Forty years ago, Sarah Cassidy attended Migawoc Girls’ Camp in midcoast Maine where she befriended Myra Huggard, the camp’s crotchety neighbor. Migawoc is gone now, its land sold off for house lots, but when the elderly couple who ran the place invite Sarah to spend the summer in Maine she jumps at the chance to escape her recent divorce and get out on the water in Owl, the camp’s old sailboat. Myra Sarah’s vacation turns lethal when she discovers that Myra has been murdered, and nearly everyone seems to have a motive. When Sarah and Oliver Wendell, a reclusive boatbuilder who is helping her fix up Owl, start asking the wrong questions, they find themselves being stalked by a killer. To solve the mystery, Sarah must reexamine her childhood relationship with Myra, struggling to separate reality from illusion, while also dealing with her troublesome ex-husband and a would-be suitor whose interest may have more to do with murder than romance.
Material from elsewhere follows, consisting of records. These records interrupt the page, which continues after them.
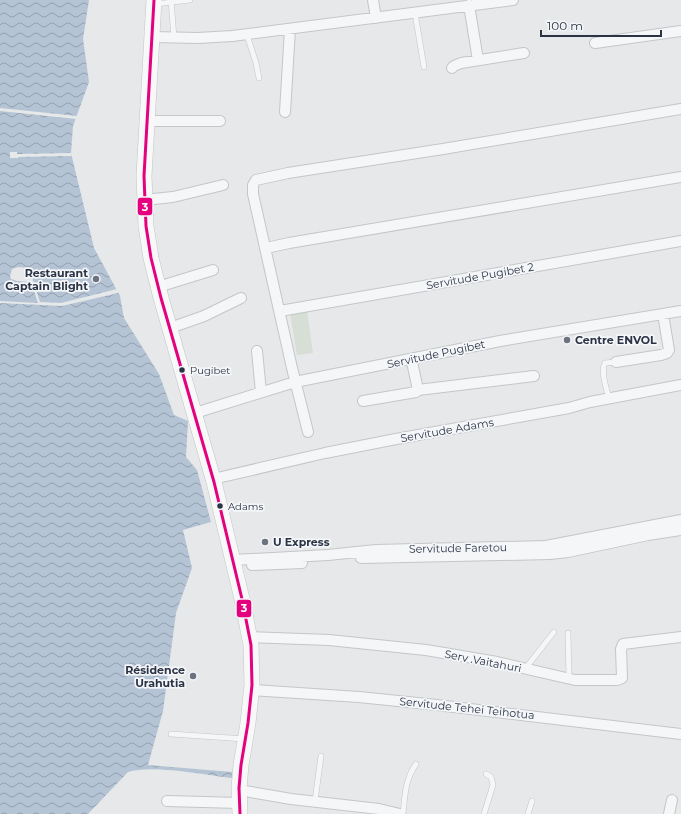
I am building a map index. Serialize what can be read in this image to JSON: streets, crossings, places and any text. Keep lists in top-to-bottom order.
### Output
{
  "streets": {
    "street": [
      "Servitude Pugibet 2",
      "Servitude Pugibet",
      "Servitude Adams",
      "Servitude Faretou",
      "Serv .Vaitahuri",
      "Servitude Tehei Teihotua"
    ]
  },
  "places": [
    "Restaurant Captain Blight",
    "Centre ENVOL",
    "Pugibet",
    "Adams",
    "U Express",
    "Résidence Urahutia"
  ],
  "lines": ["transit line 3"],
  "scale_bar": "100 m"
}
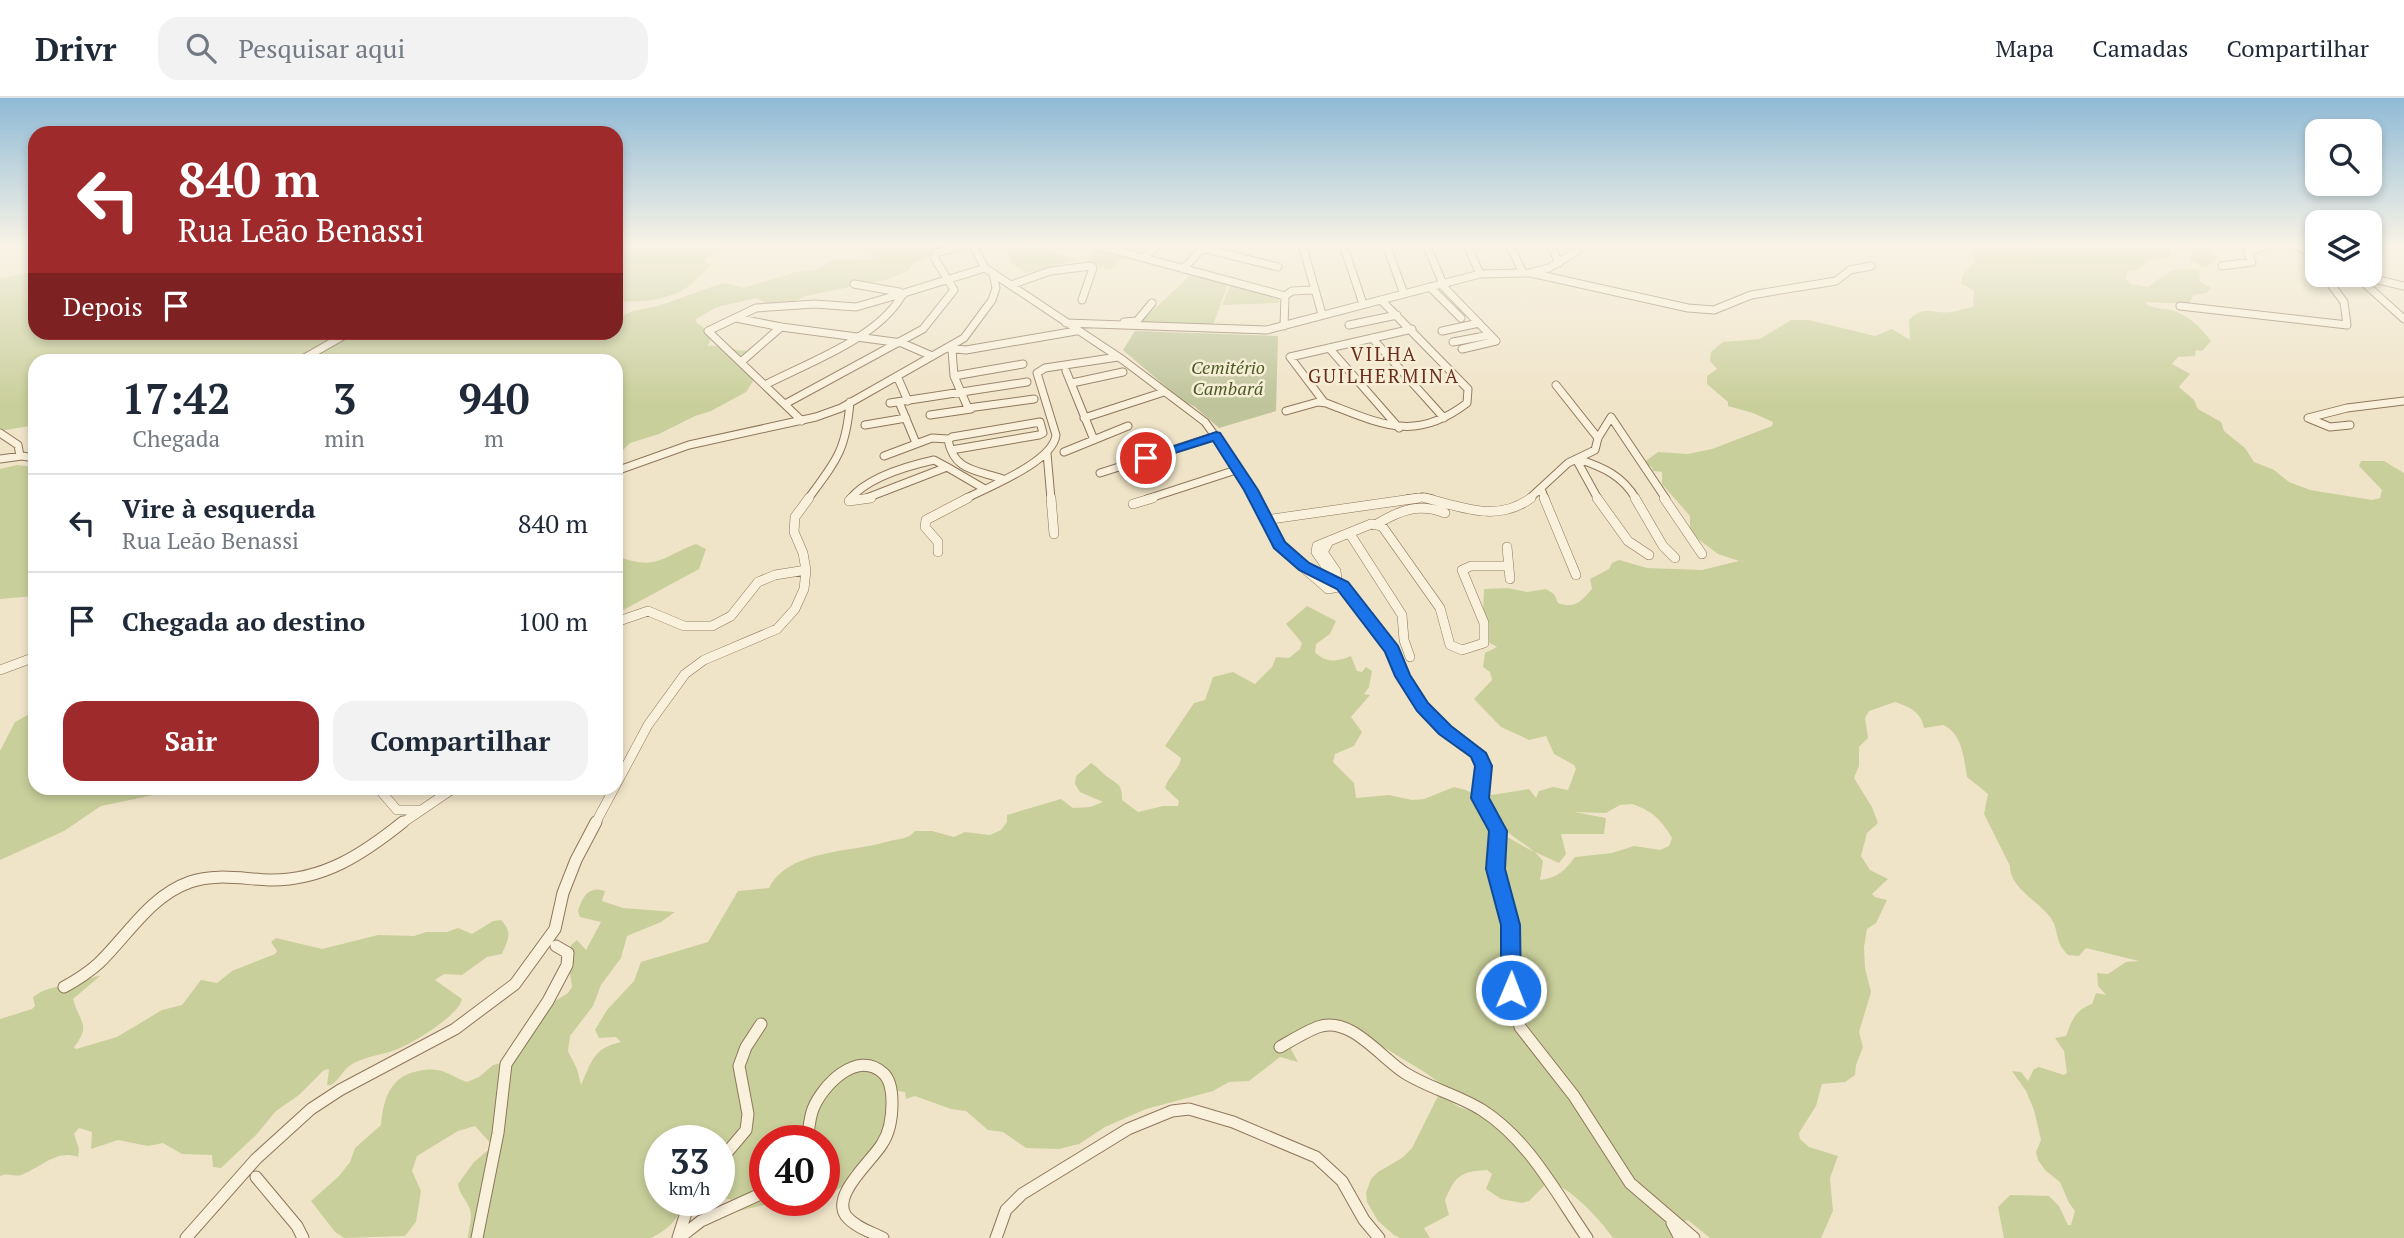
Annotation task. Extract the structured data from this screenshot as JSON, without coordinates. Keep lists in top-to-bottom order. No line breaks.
{"districts":["VILHA GUILHERMINA"],"parks":["Cemitério Cambará"],"page":{"header":"Drivr","search":"Pesquisar aqui","nav":["Mapa","Camadas","Compartilhar"],"turn":["840 m","Rua Leão Benassi"],"then":"Depois","eta":["17:42","Chegada","3","min","940","m"],"list":[{"name":"Vire à esquerda","note":"Rua Leão Benassi","value":"840 m"},{"name":"Chegada ao destino","value":"100 m"}],"buttons":["Sair","Compartilhar"],"speed":"33 km/h","limit":"40"}}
A book about very modern problems in this part of Maine. People move up to Maine because they love the scenery and the feeling of the place, but it is ruined by the number of people going up because they love it. New money is warring with the people who have been there for generations but usually don't have much money. It doesn't usually end up in murder in real life but what is the fun of that in a mystery. It goes a bit slow in places.
Recommend for light mystery readers. Surprise at end keeps reader guessing about what might have happened when main character was visiting for summer camp, never to return until decades later.